I've only seen the Trumps from a distance, while reporting on the primary campaign earlier this year. That's probably how I got on their mailing list. I didn't sign up for some of the events as a member of the press. Instead, I used the Eventbrite app to register for some of Trump's early rallies in Iowa and New Hampshire as a member of the general public so I could stand in line and get a sense of who else would show up. I did the same with other candidates, but, apart from the Trumps, only Marco Rubio, who is now running for senator in Florida, has been a loyal correspondent with increasingly desperate messages about missing fundraising goals.

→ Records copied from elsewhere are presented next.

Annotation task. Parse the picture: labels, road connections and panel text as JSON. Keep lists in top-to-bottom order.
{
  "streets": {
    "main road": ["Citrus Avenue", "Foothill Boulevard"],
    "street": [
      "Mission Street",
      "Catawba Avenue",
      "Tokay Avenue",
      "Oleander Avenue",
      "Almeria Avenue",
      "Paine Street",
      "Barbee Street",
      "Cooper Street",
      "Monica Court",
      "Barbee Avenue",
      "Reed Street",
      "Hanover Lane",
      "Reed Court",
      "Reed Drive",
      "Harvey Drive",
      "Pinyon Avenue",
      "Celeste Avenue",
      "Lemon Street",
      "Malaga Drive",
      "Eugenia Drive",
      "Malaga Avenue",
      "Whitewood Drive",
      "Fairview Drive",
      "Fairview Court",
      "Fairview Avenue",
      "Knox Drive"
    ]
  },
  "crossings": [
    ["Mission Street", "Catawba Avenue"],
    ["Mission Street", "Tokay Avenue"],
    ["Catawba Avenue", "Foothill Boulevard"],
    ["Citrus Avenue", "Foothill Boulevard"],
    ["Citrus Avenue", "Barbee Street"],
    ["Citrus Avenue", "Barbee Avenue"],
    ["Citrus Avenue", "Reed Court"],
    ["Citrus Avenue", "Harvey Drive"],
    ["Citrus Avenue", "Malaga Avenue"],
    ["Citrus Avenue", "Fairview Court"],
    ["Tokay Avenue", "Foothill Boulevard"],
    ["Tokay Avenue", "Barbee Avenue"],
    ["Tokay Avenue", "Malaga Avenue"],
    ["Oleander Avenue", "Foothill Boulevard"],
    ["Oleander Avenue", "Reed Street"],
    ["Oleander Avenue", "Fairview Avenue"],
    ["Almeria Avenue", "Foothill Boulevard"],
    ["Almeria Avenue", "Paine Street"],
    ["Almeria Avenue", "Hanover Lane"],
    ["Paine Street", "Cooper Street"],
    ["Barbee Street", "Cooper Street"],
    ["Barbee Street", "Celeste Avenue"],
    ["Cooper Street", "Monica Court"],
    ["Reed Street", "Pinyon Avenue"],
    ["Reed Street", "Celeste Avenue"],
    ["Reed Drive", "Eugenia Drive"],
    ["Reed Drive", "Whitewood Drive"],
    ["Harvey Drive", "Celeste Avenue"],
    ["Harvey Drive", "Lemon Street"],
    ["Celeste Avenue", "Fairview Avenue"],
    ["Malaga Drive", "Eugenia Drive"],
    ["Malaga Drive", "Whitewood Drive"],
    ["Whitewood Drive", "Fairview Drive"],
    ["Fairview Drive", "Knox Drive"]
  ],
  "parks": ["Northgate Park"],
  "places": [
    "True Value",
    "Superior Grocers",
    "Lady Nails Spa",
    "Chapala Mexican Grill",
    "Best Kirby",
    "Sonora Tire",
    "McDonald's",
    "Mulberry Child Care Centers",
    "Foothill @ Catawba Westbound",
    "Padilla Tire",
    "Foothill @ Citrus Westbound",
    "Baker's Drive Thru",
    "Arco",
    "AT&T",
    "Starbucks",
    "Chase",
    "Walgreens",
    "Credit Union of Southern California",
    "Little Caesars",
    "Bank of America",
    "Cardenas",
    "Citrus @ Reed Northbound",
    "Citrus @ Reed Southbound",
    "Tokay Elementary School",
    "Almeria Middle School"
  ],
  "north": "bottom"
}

I can't say for sure that's how the Trumps came to consider me a Big League Supporter. Which they do: I've received several e-mails from Kellyanne Conway, who runs the Trump campaign, that began: "I am honored to serve as Mr. Trump’s campaign manager. Yesterday I asked him to give me a list of our strongest supporters. Your name showed up on the list as a Big League Supporter." I wrote back to ask how this happened, but nobody answered.

I thought that was a bit of a comedown after a series of messages from Trump's daughter, Ivanka, asking if I was free for coffee with her. Eric Trump, the younger son, suggested lunch. The presidential candidate himself asked me out for dinner. There was a catch, though: I had to donate $3 for a chance to do lunch with Eric or have coffee with Ivanka, and $5 for a chance at facetime with Donald.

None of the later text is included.